[Records for the task — start]

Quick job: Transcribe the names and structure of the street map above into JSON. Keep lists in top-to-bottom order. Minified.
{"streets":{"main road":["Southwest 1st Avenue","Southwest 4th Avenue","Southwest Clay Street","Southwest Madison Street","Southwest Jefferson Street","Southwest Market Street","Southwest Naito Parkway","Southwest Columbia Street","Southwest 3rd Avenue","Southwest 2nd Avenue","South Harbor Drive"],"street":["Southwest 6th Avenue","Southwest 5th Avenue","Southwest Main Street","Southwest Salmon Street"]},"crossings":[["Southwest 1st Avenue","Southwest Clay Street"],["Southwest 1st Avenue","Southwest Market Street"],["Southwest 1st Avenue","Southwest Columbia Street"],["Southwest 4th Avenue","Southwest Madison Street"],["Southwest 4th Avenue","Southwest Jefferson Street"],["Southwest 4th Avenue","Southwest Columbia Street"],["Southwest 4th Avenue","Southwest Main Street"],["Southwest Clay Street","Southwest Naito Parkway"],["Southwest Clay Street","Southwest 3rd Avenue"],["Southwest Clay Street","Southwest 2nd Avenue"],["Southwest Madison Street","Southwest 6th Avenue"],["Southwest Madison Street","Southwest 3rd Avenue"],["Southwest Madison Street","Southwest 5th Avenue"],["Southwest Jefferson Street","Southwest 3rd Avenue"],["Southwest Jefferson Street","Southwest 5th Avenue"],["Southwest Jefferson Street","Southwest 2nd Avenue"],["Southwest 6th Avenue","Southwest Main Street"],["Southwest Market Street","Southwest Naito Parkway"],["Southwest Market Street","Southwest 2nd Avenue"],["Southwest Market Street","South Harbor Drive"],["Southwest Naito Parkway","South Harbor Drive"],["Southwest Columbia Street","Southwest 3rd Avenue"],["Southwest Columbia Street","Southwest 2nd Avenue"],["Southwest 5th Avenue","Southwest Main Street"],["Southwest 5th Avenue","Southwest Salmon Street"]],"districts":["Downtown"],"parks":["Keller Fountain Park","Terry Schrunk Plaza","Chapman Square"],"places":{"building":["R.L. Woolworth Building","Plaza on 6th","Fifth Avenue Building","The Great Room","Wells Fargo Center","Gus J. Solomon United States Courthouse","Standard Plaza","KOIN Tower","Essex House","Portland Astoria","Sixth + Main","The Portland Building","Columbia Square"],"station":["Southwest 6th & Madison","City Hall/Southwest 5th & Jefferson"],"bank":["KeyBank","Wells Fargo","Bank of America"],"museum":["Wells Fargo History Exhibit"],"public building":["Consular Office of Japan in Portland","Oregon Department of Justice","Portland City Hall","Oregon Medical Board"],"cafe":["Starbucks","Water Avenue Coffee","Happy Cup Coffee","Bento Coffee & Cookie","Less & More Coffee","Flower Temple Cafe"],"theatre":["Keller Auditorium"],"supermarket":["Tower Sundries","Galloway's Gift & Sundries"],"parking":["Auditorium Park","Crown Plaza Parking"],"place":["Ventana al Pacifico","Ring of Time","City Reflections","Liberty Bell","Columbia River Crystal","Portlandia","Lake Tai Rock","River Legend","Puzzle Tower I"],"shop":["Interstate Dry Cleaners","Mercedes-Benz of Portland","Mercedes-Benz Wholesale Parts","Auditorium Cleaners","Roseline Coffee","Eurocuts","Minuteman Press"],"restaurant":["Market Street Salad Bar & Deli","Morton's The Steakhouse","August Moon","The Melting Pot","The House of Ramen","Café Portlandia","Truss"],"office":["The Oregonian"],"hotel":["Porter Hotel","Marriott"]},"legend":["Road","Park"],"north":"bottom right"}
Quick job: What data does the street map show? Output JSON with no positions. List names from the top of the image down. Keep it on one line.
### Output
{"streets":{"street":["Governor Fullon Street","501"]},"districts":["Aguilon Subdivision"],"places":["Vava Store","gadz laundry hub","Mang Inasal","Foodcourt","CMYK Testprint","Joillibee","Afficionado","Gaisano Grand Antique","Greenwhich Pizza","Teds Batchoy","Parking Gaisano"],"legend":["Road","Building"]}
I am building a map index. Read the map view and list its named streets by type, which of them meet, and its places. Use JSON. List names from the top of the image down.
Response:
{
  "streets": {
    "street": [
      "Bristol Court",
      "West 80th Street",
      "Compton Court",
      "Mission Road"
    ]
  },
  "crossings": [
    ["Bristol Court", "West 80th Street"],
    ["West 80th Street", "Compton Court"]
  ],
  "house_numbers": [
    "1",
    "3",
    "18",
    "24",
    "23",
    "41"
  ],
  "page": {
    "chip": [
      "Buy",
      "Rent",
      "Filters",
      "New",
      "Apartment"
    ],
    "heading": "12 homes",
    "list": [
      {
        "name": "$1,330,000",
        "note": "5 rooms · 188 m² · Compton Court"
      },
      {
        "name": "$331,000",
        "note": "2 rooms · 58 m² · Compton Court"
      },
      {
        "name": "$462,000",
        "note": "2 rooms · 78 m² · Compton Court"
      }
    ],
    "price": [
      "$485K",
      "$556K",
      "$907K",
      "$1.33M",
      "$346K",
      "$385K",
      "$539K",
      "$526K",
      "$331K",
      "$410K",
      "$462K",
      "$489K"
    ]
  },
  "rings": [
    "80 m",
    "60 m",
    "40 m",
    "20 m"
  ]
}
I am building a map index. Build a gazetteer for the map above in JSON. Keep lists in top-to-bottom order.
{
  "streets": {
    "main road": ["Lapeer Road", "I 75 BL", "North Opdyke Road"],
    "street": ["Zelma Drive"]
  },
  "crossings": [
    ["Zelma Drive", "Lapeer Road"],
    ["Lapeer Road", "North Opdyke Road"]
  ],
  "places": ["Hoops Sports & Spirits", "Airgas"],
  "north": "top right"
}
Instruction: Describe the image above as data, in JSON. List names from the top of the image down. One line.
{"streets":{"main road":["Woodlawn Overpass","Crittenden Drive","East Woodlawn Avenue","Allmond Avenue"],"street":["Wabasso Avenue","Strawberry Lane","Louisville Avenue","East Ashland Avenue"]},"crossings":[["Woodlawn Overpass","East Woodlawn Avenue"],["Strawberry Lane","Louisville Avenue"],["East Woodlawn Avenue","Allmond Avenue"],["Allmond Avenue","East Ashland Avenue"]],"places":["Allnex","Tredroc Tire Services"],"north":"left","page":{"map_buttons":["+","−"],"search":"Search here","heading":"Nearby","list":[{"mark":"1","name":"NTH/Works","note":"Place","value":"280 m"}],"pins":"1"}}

[Records for the task — finish]

Aim of the task:
Nothing but the lines from the one holding "Instruction: Describe the" through the last line of the data may be output, and each must match exactly.

Reply:
Instruction: Describe the image above as data, in JSON. List names from the top of the image down. One line.
{"streets":{"main road":["Woodlawn Overpass","Crittenden Drive","East Woodlawn Avenue","Allmond Avenue"],"street":["Wabasso Avenue","Strawberry Lane","Louisville Avenue","East Ashland Avenue"]},"crossings":[["Woodlawn Overpass","East Woodlawn Avenue"],["Strawberry Lane","Louisville Avenue"],["East Woodlawn Avenue","Allmond Avenue"],["Allmond Avenue","East Ashland Avenue"]],"places":["Allnex","Tredroc Tire Services"],"north":"left","page":{"map_buttons":["+","−"],"search":"Search here","heading":"Nearby","list":[{"mark":"1","name":"NTH/Works","note":"Place","value":"280 m"}],"pins":"1"}}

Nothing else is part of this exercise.